OP6: Gelatin Methacryloyl is a Slow Degrading Material Allowing Vascularization and Long-Term Use In Vivo

Abstract

INTRODUCTION: Vascularization of bioartificial tissues can be surgically enhanced by means of prefabrication. In this context, the use of arteriovenous loops (AVL) is a powerful tool to enhance vascularization. Besides surgical vascularization, the choice of the appropriate biomaterial has to be considered as an important factor for tissue engineering applications. Therefore, we investigated vascularization and biocompatibility of Gelatin methacryloyl (GelMA) scaffolds in the rat AVL model. MATERIALS AND METHODS: Hydrogels consisting of GelMA (10%) were transferred into an inert chambers and vascularized by AVL in the groin of Lewis rats. After 2 and 4 weeks, the constructs were explanted and further analyzed. Immune response was analyzed based on CD68 and CD163 staining. Vascularization was visualized by α-smooth muscle actin staining and multiphoton microscopy.
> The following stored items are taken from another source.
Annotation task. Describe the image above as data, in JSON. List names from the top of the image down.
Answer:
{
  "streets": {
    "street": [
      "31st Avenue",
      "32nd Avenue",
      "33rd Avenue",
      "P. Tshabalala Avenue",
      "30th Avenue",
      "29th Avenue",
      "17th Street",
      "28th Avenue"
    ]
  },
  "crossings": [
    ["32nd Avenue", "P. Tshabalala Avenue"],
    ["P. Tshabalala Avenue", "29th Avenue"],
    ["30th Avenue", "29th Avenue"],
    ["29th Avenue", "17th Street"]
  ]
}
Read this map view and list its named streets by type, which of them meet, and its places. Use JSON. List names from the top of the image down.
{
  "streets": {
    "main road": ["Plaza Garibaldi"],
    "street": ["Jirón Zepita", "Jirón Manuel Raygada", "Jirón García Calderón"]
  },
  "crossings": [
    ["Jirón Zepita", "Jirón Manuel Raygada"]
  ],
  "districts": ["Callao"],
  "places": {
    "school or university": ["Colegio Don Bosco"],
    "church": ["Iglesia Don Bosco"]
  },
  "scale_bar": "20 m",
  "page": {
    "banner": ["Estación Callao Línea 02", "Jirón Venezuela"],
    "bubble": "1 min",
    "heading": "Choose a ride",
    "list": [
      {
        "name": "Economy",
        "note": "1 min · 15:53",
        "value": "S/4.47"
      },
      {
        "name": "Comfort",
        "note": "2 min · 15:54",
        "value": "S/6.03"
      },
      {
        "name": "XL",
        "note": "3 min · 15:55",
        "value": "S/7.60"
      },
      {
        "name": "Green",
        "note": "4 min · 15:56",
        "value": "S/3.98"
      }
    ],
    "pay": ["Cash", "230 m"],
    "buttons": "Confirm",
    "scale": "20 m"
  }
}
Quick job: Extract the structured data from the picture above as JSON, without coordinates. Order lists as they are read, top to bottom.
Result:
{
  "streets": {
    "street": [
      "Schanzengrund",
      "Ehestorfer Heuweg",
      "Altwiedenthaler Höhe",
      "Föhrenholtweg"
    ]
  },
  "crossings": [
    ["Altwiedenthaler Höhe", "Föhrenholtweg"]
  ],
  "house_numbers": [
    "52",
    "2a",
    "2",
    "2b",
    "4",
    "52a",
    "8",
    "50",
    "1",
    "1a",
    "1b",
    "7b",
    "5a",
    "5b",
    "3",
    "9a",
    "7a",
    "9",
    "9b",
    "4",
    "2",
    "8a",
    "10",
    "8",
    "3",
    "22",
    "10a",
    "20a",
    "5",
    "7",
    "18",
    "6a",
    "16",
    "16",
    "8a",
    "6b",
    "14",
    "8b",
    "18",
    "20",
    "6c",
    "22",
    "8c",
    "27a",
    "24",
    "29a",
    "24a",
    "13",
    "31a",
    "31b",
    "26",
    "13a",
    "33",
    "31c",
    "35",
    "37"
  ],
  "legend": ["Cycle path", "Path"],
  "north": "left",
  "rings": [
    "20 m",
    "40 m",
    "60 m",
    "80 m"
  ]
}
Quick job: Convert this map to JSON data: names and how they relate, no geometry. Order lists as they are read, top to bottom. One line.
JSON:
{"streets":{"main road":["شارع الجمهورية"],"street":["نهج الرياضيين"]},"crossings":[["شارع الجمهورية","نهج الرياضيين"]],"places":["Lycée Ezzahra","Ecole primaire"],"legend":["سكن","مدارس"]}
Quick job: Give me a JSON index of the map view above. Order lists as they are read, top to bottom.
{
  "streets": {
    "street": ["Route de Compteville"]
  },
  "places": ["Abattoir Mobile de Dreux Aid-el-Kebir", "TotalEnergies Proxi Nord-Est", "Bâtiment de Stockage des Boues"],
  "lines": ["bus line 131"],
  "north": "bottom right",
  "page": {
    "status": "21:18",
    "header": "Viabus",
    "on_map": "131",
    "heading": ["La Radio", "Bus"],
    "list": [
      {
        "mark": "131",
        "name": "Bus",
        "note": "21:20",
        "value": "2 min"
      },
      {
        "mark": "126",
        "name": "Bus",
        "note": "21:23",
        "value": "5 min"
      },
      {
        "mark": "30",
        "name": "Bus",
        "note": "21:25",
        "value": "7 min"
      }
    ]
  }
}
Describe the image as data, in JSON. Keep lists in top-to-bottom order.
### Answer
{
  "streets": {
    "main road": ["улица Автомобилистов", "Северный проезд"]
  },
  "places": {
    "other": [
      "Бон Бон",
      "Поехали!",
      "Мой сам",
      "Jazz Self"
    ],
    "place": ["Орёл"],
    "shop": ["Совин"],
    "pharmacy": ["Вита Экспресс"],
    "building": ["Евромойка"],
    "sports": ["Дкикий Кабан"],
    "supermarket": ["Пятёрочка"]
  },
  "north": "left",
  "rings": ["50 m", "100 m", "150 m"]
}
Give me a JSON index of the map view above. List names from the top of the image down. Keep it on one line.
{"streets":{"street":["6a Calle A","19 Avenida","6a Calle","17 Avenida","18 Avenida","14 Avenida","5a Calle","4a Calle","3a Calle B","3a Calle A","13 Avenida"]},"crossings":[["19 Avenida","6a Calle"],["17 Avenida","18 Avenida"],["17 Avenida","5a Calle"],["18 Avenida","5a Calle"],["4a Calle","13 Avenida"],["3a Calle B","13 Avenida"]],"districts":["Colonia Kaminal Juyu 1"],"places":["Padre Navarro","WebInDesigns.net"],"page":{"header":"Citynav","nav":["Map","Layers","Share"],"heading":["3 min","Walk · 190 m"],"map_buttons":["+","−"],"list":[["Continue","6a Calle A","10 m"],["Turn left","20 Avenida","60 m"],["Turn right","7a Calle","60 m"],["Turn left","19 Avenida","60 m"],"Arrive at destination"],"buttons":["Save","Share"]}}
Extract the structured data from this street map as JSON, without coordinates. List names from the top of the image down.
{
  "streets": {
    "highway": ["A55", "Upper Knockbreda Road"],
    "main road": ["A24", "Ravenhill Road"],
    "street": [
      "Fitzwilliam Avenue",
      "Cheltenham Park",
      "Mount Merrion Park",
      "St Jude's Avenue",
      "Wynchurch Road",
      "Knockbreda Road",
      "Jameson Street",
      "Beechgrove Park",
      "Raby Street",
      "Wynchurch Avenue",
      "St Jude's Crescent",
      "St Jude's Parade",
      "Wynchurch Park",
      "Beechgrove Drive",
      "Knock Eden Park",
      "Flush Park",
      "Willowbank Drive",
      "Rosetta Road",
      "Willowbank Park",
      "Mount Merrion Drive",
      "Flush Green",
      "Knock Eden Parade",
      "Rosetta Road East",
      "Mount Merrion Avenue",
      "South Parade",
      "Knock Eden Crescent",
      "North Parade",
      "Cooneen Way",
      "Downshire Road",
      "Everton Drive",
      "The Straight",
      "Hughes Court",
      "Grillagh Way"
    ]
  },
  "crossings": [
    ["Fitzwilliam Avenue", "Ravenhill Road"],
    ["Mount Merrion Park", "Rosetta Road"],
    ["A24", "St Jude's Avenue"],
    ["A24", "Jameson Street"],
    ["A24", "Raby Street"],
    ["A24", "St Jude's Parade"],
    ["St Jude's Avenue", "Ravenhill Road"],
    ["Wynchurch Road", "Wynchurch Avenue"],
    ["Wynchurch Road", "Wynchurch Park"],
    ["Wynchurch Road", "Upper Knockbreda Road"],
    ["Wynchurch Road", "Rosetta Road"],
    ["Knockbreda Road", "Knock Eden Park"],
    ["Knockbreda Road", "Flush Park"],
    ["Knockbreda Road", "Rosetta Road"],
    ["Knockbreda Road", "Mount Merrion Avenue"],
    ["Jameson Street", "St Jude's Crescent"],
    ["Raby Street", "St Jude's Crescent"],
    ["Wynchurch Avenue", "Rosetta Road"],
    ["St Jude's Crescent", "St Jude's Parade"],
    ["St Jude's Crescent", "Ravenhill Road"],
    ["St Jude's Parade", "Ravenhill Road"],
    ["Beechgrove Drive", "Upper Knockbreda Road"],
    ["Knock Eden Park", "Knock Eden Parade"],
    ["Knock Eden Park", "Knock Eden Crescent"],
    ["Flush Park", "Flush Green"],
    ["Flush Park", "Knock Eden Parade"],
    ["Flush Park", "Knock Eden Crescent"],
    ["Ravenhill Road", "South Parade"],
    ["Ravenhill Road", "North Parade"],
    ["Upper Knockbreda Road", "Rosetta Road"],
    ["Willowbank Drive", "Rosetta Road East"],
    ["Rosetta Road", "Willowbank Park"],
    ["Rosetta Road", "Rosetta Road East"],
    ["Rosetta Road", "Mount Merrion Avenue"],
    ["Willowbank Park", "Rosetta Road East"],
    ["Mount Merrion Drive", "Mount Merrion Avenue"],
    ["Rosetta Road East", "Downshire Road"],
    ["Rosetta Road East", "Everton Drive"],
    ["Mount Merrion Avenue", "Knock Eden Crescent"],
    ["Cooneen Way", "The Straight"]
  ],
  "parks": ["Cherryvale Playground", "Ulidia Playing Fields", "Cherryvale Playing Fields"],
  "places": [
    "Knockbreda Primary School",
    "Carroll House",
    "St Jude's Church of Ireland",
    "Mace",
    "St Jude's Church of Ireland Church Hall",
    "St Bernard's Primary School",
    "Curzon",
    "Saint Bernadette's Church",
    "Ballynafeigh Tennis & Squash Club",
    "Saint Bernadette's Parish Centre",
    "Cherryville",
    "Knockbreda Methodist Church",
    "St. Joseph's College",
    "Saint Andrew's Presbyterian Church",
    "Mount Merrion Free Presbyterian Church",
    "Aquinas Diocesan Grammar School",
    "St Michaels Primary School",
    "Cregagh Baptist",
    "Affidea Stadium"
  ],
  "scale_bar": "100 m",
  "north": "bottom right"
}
Moreover, proteome analysis of 53 angiogenesis-related proteins was performed to gain more insight into AVL-induced vascularization. RESULTS: We were able to show that GelMA hydrogels are stable for at least 4 weeks in the rat AVL model. Furthermore, our data indicate that GelMA hydrogels are biocompatible. Finally, we provide evidence that GelMA hydrogels in the AVL model allow connective tissue formation as well as vascularization. In addition, proteomic analysis revealed the upregulation of proangiogenic molecules. CONCLUSION: GelMA has proven to be a stable matrix in the AVL model. Investigations such as multiphoton microscopy and proteome analysis, as well as histological examinations, demonstrated the angiogenic potential of the material in vivo. GelMA is, therefore, a promising material for further applications in vivo.